TAX CONTROVERSY & LITIGATION
CRIMINAL TAX FRAUD & EVASION
Criminal tax cases are investigated by the Criminal Investigation Division (CID) of the Internal Revenue Service (IRS). Criminal tax fraud or tax evasion cases can be initiated by CID as a result of a tip from an informant who may be, for example, a disgruntled employee or former spouse. Cases may also be referred to CID by an IRS auditor based on information revealed during a routine IRS audit of a business or individual. Generally, individuals learn that they are being investigated before they are charged or indicted with a crime. Obtaining legal representation early in an investigation allows the taxpayer an opportunity to demonstrate that he or she was not intentionally attempting to defraud the government and to present evidence to explain items that may have led to the allegations or to demonstrate that the government's case is unsupported by the facts.
Tax fraud and tax evasion crimes are serious and can result in significant civil and criminal penalties. In addition, CID investigators and federal prosecutors take tax fraud and tax evasions cases very seriously and aggressively prosecute them. Early intervention into a criminal tax matter by may allow us to assist in reducing or dismissing charges and to negotiate penalties and fines. We work actively with accountants and former IRS employees to present a taxpayer's case to the government in an effort to satisfactory resolve a taxpayer's problems and to minimize the risk of prosecution resulting in savings of time, money and negative publicity.
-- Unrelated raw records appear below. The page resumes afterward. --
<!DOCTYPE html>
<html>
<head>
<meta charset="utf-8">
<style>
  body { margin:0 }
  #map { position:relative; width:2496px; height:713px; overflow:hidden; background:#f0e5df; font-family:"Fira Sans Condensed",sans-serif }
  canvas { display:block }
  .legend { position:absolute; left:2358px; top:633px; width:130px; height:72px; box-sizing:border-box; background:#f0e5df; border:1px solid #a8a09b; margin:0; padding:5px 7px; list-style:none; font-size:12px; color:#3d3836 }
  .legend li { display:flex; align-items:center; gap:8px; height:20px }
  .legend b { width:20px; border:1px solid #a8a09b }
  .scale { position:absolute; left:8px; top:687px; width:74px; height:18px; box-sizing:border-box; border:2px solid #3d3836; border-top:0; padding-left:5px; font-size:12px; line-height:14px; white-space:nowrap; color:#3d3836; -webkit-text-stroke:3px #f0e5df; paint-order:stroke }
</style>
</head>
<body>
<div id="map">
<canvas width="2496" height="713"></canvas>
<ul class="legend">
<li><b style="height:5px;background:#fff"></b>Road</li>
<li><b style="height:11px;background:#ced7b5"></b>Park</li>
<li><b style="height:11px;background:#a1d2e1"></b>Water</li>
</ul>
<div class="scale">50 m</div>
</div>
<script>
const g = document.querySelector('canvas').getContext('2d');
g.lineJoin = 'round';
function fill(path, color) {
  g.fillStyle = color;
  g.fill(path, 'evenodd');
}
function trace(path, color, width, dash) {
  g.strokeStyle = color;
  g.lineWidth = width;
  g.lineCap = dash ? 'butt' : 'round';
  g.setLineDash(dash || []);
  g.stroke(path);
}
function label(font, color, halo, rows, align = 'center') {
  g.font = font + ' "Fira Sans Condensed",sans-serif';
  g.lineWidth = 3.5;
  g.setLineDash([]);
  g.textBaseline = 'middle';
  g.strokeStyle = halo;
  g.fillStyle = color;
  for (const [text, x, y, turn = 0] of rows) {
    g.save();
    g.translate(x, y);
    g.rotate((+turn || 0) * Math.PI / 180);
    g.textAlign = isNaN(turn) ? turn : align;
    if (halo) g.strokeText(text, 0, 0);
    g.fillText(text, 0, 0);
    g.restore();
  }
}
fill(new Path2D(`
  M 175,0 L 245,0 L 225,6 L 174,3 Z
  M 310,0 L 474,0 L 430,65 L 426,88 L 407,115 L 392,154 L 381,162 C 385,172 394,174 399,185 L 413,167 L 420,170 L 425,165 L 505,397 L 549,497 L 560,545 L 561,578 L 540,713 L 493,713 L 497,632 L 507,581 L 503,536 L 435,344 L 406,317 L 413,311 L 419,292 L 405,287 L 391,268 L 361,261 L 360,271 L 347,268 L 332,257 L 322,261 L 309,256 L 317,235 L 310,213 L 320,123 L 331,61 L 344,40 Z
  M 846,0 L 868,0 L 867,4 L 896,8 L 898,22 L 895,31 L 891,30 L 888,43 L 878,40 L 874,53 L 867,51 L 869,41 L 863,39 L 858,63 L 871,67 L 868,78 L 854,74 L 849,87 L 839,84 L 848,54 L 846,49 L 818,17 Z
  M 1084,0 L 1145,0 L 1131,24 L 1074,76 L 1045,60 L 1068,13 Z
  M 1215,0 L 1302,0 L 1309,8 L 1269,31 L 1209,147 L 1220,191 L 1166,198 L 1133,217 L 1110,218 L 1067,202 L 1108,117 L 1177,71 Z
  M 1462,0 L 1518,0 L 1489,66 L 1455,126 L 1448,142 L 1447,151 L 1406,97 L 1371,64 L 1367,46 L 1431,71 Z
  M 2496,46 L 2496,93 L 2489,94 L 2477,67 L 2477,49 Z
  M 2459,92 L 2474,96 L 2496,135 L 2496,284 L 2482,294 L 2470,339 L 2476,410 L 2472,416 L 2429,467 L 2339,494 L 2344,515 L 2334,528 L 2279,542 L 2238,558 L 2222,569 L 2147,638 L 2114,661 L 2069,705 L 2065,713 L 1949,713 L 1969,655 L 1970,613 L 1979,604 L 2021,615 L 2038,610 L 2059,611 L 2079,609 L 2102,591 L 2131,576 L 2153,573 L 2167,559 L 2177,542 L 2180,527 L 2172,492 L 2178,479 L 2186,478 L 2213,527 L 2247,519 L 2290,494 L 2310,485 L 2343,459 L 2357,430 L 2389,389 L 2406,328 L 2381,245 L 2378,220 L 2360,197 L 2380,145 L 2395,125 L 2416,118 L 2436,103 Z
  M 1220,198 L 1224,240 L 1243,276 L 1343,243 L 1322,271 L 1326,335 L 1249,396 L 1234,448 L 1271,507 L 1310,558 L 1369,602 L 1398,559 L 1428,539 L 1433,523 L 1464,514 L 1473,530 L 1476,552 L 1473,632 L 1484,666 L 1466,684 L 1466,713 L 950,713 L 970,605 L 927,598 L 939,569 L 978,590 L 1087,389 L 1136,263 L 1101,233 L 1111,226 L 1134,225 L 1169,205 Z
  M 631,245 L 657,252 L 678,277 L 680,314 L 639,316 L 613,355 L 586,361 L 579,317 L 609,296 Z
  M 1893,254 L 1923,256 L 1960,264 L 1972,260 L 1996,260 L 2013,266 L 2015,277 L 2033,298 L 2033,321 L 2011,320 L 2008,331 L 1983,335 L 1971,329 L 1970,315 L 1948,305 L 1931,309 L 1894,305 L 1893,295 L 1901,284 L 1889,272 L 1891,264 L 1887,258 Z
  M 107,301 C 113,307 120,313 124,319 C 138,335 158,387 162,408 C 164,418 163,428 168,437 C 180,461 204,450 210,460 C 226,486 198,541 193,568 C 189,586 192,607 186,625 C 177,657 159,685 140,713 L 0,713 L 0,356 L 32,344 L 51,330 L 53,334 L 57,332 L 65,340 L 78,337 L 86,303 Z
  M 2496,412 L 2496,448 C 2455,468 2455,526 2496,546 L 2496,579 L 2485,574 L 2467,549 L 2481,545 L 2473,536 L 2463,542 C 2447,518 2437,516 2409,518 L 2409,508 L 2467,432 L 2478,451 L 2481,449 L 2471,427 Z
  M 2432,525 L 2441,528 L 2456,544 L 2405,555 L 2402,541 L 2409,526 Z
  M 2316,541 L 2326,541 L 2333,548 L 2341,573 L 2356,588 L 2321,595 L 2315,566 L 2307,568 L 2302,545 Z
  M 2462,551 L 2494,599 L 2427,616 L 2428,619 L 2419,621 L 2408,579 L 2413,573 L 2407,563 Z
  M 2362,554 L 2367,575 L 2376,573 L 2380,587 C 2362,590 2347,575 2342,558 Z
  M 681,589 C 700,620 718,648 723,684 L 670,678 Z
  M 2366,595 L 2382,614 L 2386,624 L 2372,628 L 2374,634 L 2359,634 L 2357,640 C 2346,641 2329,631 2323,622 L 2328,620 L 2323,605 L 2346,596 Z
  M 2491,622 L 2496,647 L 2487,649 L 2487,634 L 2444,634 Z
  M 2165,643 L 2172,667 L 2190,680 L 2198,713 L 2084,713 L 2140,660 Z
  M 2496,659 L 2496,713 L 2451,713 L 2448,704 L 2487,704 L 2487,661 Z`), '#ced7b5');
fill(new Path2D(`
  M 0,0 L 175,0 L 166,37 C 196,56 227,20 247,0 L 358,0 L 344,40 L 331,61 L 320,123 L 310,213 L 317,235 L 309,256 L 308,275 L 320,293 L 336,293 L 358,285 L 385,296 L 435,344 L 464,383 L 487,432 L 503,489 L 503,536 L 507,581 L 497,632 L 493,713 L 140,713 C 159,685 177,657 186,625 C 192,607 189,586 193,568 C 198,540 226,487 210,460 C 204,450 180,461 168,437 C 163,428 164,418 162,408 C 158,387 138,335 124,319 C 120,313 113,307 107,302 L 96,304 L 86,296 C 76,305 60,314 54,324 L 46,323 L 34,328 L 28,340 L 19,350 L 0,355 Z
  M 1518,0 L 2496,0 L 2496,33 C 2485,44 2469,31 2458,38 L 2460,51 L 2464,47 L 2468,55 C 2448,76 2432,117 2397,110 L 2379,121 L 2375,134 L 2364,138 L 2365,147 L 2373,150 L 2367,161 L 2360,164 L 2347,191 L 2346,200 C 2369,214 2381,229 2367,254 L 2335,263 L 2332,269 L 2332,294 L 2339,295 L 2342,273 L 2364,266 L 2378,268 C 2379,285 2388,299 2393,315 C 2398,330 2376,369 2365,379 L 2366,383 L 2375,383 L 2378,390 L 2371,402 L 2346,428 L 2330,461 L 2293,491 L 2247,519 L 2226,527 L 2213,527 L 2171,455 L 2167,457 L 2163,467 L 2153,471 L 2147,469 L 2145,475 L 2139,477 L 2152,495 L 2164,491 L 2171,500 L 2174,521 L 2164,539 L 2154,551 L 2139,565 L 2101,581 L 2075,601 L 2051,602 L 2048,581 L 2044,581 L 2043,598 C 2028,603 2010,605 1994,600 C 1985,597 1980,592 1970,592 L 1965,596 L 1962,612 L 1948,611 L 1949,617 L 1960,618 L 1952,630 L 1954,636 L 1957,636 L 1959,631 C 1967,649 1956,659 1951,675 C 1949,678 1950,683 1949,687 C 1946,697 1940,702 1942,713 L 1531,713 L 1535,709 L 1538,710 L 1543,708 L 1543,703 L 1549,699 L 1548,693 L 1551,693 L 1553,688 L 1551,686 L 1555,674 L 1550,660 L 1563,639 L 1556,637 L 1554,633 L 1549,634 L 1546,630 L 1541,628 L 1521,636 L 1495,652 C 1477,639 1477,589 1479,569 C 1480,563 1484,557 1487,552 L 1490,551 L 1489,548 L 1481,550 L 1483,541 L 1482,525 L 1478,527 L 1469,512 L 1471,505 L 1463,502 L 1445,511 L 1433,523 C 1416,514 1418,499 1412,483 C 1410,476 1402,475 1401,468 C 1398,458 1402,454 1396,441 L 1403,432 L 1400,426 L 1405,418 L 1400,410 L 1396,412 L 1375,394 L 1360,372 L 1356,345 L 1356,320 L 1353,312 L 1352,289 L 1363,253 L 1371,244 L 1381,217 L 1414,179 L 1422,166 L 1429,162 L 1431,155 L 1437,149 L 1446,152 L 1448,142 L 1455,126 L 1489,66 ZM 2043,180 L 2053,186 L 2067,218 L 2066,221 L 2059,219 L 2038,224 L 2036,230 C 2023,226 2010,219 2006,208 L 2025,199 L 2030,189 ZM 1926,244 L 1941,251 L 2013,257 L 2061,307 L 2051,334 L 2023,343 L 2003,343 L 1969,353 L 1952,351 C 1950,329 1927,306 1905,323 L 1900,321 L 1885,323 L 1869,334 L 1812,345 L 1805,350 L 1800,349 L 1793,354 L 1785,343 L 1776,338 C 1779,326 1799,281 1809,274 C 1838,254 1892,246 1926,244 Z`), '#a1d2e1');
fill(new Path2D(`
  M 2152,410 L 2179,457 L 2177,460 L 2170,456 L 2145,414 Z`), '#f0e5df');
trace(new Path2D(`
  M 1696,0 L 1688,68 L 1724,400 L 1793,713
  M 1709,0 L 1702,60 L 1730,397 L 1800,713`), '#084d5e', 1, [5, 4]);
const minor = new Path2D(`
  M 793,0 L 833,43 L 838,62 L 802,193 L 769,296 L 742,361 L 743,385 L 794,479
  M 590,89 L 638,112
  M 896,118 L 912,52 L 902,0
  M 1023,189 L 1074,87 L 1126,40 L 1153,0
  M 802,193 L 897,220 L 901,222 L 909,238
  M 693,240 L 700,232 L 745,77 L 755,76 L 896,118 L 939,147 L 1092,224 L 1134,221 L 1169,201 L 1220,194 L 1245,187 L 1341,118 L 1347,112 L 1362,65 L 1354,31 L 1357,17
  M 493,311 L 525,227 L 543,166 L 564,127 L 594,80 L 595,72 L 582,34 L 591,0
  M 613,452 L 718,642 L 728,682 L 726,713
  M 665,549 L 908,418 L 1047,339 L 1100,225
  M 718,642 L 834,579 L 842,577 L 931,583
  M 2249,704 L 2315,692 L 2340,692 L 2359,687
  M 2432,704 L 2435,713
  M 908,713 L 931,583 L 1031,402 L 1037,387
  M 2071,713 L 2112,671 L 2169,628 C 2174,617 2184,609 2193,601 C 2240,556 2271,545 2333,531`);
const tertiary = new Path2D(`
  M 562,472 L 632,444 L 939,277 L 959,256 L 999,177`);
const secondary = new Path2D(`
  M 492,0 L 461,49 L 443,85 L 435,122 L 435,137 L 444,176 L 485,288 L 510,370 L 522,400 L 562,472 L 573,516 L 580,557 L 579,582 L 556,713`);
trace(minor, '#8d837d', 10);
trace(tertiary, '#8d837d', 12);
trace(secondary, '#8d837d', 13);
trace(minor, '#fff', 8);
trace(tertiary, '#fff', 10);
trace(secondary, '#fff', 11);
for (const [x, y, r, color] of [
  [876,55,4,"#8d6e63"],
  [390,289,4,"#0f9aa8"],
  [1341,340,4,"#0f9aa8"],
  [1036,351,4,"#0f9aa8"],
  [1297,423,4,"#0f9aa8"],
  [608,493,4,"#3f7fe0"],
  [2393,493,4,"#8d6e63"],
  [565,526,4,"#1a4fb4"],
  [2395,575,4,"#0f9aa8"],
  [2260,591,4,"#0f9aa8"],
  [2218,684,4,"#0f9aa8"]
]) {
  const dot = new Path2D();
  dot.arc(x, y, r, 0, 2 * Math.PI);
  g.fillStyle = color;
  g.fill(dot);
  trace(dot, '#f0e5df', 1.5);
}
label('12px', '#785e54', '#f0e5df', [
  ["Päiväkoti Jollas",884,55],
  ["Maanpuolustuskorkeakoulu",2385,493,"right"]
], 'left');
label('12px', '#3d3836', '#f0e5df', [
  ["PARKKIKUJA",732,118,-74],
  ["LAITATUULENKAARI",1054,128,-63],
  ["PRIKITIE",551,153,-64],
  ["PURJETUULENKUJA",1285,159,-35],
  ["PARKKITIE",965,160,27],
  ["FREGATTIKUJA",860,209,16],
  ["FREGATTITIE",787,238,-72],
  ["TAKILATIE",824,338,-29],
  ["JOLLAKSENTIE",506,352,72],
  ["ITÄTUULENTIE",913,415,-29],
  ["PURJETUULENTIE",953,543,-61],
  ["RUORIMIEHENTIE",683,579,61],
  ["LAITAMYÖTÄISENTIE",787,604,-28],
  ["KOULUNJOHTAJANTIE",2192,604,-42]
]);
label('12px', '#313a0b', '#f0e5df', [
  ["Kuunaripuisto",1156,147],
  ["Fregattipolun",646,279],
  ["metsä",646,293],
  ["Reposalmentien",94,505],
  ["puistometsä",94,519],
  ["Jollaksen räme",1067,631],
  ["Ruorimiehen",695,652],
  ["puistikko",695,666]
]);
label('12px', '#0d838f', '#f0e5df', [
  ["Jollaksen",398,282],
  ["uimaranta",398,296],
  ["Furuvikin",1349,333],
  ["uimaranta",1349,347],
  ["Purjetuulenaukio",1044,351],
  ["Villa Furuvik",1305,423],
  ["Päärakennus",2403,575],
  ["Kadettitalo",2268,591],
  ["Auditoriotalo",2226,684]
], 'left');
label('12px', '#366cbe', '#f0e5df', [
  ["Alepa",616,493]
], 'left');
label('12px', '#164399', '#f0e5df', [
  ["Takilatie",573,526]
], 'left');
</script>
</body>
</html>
If you have been contacted by the Criminal Investigation Division of the Internal Revenue Service and need representation to protect your rights, contact our office immediately to schedule an appointment with tax attorney John Kachmarsky.
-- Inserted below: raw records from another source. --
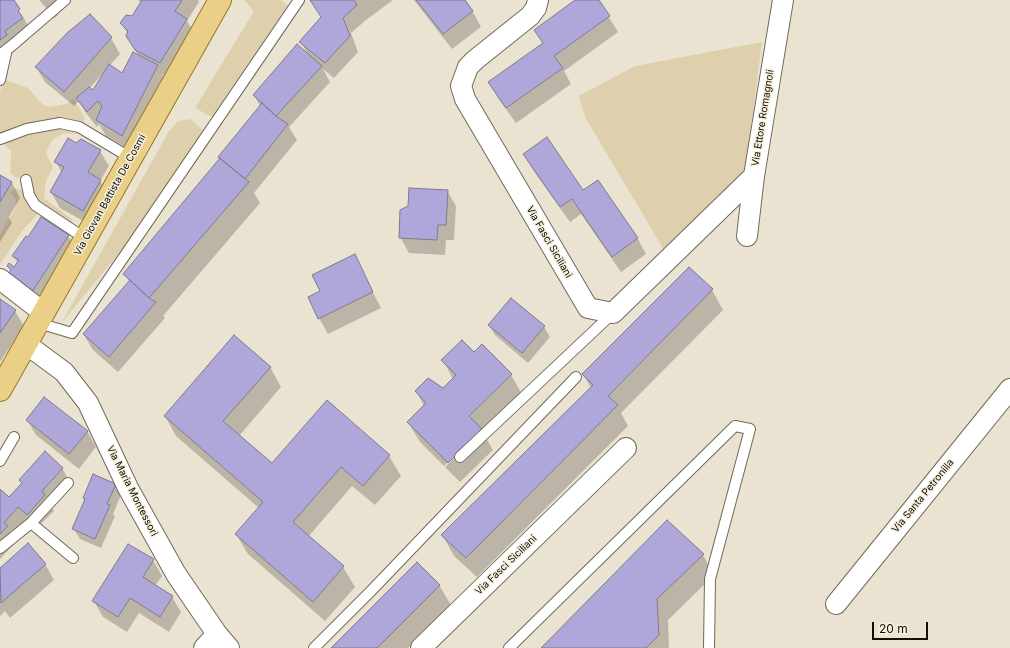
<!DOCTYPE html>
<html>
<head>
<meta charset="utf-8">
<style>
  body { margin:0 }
  #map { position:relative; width:1010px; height:648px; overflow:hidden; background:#ebe3d1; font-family:Inter,sans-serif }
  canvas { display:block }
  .scale { position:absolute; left:872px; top:622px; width:56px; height:18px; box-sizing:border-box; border:2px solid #110e08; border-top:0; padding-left:5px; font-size:12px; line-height:14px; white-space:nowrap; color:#110e08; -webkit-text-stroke:3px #f8f0de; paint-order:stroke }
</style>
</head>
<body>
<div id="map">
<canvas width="1010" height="648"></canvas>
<div class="scale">20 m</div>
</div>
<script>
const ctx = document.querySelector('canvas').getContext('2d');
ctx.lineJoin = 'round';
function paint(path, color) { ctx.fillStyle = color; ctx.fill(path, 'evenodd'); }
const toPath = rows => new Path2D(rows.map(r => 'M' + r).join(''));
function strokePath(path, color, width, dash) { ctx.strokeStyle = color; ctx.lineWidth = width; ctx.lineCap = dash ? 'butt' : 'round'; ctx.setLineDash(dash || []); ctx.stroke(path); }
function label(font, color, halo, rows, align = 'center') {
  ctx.font = font + ' Inter,sans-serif'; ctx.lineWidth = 3; ctx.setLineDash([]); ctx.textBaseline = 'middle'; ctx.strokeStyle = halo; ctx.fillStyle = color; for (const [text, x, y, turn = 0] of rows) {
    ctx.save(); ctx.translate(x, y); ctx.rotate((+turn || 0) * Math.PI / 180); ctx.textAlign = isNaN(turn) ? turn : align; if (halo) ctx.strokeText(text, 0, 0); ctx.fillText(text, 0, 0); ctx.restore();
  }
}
paint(toPath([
  [244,0,281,0,293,9,217,120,195,108,254,11],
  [762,42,745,174,664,250,585,117,579,96,635,66],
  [3,79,28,88,42,104,49,107,67,104,73,98,85,118,77,134,64,133,52,140,46,153,53,167,46,181,44,198,73,220,67,230,39,213,22,231,1,263,0,262,0,234,15,209,16,200,11,193,14,188,31,193,26,180,15,177,10,173,11,151,5,145,0,142,0,92],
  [191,119,207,134,151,215,62,322,169,131,178,121]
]), '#dfd0ad');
paint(toPath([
  [0,0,12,0,28,25,26,26,31,34,13,47,15,51,0,62],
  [39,0,68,0,56,11,58,15,55,18],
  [138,0,198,0,199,2,187,21,195,35,169,77,162,74,166,81,131,150,106,136,99,124,97,127,86,113,79,101,74,106,45,82,36,67,90,15,111,38,120,54,109,66,123,74,139,57,127,36,128,34,121,23,132,18,141,3],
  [105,71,94,92,89,89],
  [311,0,393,0,366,20,351,33,358,52,334,78,323,69,330,82,289,127,297,140,254,193,260,203,163,316,165,318,118,372,93,350,84,335,130,282,125,274,220,160,260,106,254,95,308,55,301,42,322,18],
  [414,0,464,0,473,12,481,27,452,49],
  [577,0,598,0,618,32,564,71,571,84,516,123,498,98,489,83,543,44,535,30],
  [76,144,100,151,109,166,100,181,109,196,92,226,60,208,51,192,62,173,56,162],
  [524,155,583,191,598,181,638,239,646,254,621,272,581,214,570,222,533,170],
  [0,176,12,183,20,198,9,217,12,223,0,242],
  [447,191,456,206,454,240,446,240,445,255,409,253,400,237],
  [42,218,68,236,77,251,39,310,8,266,14,268,18,263,13,256,28,238],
  [354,256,381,308,328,334,319,318,321,292],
  [712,290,723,310,621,413,628,426,477,577,454,556,443,536,591,388,583,374],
  [0,301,15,311,24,326,0,362],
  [489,325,544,327,550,337,528,363,495,335],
  [474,353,511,375,522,394,483,433,493,450,460,482,420,442,408,422,424,406,416,391,443,389,453,379,443,360],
  [480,430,480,433,445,467,444,466],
  [270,367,281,387,239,436,272,465,389,456,401,476,375,505,352,486,308,537,343,567,355,587,325,621,248,554,236,534,259,508,176,436,165,416],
  [27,420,87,431,96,447,79,469,36,435],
  [62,468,71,484,51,506,54,511,36,529,28,522,13,537,16,542,0,559,0,491,9,498,22,484,20,480],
  [115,485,121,495,113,514,115,516,101,548,80,539,74,529,86,501,84,498],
  [28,545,45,564,54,580,10,618,5,611,0,616,0,569],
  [703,555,714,575,668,620,669,648,542,648],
  [153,560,162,576,155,586,172,597,181,612,169,632,139,613,127,632,103,617,94,601],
  [439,585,451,605,408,648,333,648]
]), '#0003');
const building = toPath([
  [0,0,14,0,20,9,18,11,23,18,5,31,7,35,0,40,0,0],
  [142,0,182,0,175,11,187,19,160,63,135,50,126,36,128,31,120,23,126,15,132,16,142,0],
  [310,0,354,0,357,5,343,18,350,36,325,63,299,42,321,17,310,0],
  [416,0,465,0,473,11,443,34,416,0],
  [575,0,599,0,610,16,554,56,563,68,506,108,488,82,543,43,534,30,575,0],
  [90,14,112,37,64,92,35,67,67,33,90,14],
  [297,44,322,66,276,116,253,95,297,44],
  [133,52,158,65,122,136,96,120,102,106,98,101,87,112,76,98,89,87,93,90,109,64,122,73,133,52],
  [262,103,276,116,288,124,245,179,218,157,262,103],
  [547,137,583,190,598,180,638,238,612,257,572,199,560,207,523,154,547,137],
  [68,138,76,143,81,139,101,150,88,172,101,180,83,211,50,192,64,167,54,162,68,138],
  [220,158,249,182,149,298,123,274,220,158],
  [0,175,12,182,0,202,0,175],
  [409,188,448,190,446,225,438,225,437,240,399,238,400,210,408,206,409,188],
  [41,217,69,235,30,295,5,279,11,270,7,266,9,263,14,267,19,260,12,256,26,236,28,237,41,217],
  [355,254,373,292,318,319,308,297,320,291,312,275,355,254],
  [689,267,713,289,608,396,618,405,466,558,441,535,593,385,582,374,689,267],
  [130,280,149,298,156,302,109,357,83,334,130,280],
  [511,298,545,326,522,353,488,325,511,298],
  [0,299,16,310,0,333,0,299],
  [234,335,271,367,223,421,272,463,327,400,390,455,363,486,341,467,293,522,344,566,313,602,235,534,263,502,164,416,234,335],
  [462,340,474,352,482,344,512,374,469,416,482,429,448,463,407,422,426,403,415,391,428,378,443,388,456,375,441,360,462,340],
  [44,397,88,431,69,454,26,420,44,397],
  [45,451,63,468,42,491,45,495,27,515,18,507,4,523,8,526,0,534,0,489,9,497,22,483,19,480,45,451],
  [93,474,116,484,107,504,110,505,95,539,72,529,85,499,83,498,93,474],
  [667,520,704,554,657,599,659,635,646,648,541,648,667,520],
  [28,543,46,564,1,603,0,568,28,543],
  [128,544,154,559,143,577,173,596,160,617,130,598,118,617,92,601,128,544],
  [417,562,440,585,377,648,331,648,417,562]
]);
paint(building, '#afa7da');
strokePath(building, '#7d7b8c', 1);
const lane = toPath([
  [0,55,15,43,65,0],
  [0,80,7,49],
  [0,139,27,129,60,123,79,127,131,158],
  [26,180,29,195,35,205,86,239],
  [38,323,72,333,299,0],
  [460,457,613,313],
  [0,461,14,437],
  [31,523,73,558],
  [0,548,31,523,68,483],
  [314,648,371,591,576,377],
  [509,648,735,426,750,429,710,579,709,648]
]);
const street = toPath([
  [538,0,536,8,530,16,475,60,468,67,461,86,465,99,588,308,613,313,754,176],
  [747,236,754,176,783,0],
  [0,279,44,313],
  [26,344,64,372,88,403,128,488,176,574,217,634,204,648],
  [836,604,1010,389],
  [217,634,229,648],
  [421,648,626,448]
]);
const primary = toPath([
  [0,390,220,0]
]);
strokePath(lane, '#706959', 12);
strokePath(street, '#706959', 22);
strokePath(primary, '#957726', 24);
strokePath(lane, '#fff', 10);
strokePath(street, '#fff', 20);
strokePath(primary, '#ead086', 22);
label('10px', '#110e08', '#f8f0de', [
  ["Via Ettore Romagnoli",763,118,-81],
  ["Via Giovan Battista De Cosmi",110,195,-61],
  ["Via Fasci Siciliani",549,242,60],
  ["Via Maria Montessori",132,491,63],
  ["Via Santa Petronilla",923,496,-51],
  ["Via Fasci Siciliani",506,565,-44]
]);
</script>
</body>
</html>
Avoiding Criminal Prosecution by the Internal Revenue Service
All persons or businesses having reportable levels of income should be filing income tax returns. Failure to file income tax returns and failure to report all income are two of the main reasons individuals or businesses are referred to CID. Failing to file returns creates numerous problems in both criminal and civil tax matters. The importance of being current, or being in voluntary compliance, cannot be overstressed. Not being in compliance can subject you to criminal prosecution and derail a civil tax matter whether you are trying to discharge tax debts through the filing of an Offer in Compromise, or by entering into an Installment Agreement.